Background information
- Born: 28 May 1955 (age 71) Brabrand, Aarhus, Denmark
- Genres: Pop, rock
- Occupations: Singer, songwriter
- Website: lissorensen.dk

= Lis Sørensen =

Danish singer (born 1955)

Lis Sørensen (born 28 May 1955) is a Danish pop/rock singer and songwriter. In the 1970s, she worked with Anne Linnet in Shit & Chanel, and they continued in the 1980s with Anne Linnet Band. In 1983, Lis Sørensen released her first solo album. She is also known for being the first artist to record Ednaswap's "Torn", which was renamed "Brændt" (Danish for "Burned"). The song was later made famous by Natalie Imbruglia and Trine Rein.

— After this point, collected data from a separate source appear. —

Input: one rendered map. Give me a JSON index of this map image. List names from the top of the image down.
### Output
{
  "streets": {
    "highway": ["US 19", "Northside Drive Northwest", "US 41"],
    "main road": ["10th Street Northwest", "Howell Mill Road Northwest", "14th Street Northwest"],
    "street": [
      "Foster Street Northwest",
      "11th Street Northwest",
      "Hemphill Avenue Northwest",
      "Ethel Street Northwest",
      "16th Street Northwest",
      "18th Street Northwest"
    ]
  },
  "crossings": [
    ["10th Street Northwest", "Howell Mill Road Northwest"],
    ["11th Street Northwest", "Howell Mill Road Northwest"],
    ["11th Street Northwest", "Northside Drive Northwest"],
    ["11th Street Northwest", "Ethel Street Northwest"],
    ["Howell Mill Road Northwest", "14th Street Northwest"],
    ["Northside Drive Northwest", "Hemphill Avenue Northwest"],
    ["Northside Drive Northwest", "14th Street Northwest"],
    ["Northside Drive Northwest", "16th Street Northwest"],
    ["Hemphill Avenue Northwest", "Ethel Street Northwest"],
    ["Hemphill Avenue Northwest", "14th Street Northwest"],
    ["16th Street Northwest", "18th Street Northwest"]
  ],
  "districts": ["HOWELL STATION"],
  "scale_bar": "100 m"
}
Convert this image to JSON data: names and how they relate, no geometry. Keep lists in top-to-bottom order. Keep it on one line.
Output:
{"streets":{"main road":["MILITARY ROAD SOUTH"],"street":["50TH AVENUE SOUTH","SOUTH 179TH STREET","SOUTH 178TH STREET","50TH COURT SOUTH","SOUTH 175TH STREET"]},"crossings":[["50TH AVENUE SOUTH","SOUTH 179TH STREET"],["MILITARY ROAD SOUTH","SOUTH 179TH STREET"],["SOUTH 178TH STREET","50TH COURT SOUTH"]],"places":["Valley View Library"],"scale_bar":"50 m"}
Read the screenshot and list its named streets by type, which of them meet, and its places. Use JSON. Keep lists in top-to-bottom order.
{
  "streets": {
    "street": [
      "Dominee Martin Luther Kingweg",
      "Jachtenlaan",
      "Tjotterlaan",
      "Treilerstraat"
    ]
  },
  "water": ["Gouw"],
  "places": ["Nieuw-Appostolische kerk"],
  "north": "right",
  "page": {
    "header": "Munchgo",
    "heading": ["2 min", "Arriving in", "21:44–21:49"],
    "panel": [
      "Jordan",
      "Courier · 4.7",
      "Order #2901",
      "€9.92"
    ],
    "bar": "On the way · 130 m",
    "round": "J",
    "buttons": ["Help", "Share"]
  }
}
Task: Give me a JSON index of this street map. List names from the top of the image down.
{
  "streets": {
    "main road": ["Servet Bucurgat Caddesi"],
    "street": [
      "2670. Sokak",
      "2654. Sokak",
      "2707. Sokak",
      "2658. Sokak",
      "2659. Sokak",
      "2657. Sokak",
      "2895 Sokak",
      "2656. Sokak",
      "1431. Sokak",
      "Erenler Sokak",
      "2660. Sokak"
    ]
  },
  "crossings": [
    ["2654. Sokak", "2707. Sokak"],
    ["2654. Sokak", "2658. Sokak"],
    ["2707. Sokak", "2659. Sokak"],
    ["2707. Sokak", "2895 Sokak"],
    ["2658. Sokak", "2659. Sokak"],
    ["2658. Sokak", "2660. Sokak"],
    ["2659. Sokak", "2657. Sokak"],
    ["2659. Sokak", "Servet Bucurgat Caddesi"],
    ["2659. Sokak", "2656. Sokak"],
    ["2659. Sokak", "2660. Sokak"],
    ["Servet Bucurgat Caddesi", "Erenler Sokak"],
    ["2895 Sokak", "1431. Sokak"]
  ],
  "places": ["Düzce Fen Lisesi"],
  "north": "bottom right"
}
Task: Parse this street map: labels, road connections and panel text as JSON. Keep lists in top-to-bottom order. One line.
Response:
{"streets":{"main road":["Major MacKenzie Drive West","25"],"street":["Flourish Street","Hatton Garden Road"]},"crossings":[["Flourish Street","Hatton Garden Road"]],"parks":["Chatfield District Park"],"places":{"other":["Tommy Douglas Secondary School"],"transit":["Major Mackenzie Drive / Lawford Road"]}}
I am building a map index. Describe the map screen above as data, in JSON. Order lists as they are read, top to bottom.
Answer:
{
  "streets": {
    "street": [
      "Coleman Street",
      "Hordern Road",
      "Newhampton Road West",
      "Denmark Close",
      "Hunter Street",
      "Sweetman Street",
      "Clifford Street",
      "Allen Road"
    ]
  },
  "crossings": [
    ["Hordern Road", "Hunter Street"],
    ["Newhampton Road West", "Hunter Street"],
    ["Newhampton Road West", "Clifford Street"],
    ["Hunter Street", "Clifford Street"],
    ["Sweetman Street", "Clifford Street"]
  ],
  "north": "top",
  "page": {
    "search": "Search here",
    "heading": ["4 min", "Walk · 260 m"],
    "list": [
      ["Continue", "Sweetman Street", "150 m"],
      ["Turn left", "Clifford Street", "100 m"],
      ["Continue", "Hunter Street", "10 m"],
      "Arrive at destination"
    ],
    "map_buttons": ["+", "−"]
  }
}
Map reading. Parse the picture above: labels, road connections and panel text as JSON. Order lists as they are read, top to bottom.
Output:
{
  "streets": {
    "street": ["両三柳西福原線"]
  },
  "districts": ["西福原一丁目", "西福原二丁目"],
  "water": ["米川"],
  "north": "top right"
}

Lis Sørensen is the mother of Danish songwriter and music producer Sly.

== Career ==
Lis Sørensen's music career began when she recorded an album titled It's So Easy in 1970, with her music teacher Holger Laumann. Laumann was a member of the jazz/rock band Tears.

Lis Sørensen became educated as music pedagogue at the Royal Academy of Music, Aarhus/Aalborg, and achieved fame with Shit & Chanel in the 1970s. Shit & Chanel became famous as the first all-female rock band from Denmark, which really made a commercial breakthrough in the music industry. Naturally, the Red Stocking Movement (Denmark) also admired the band.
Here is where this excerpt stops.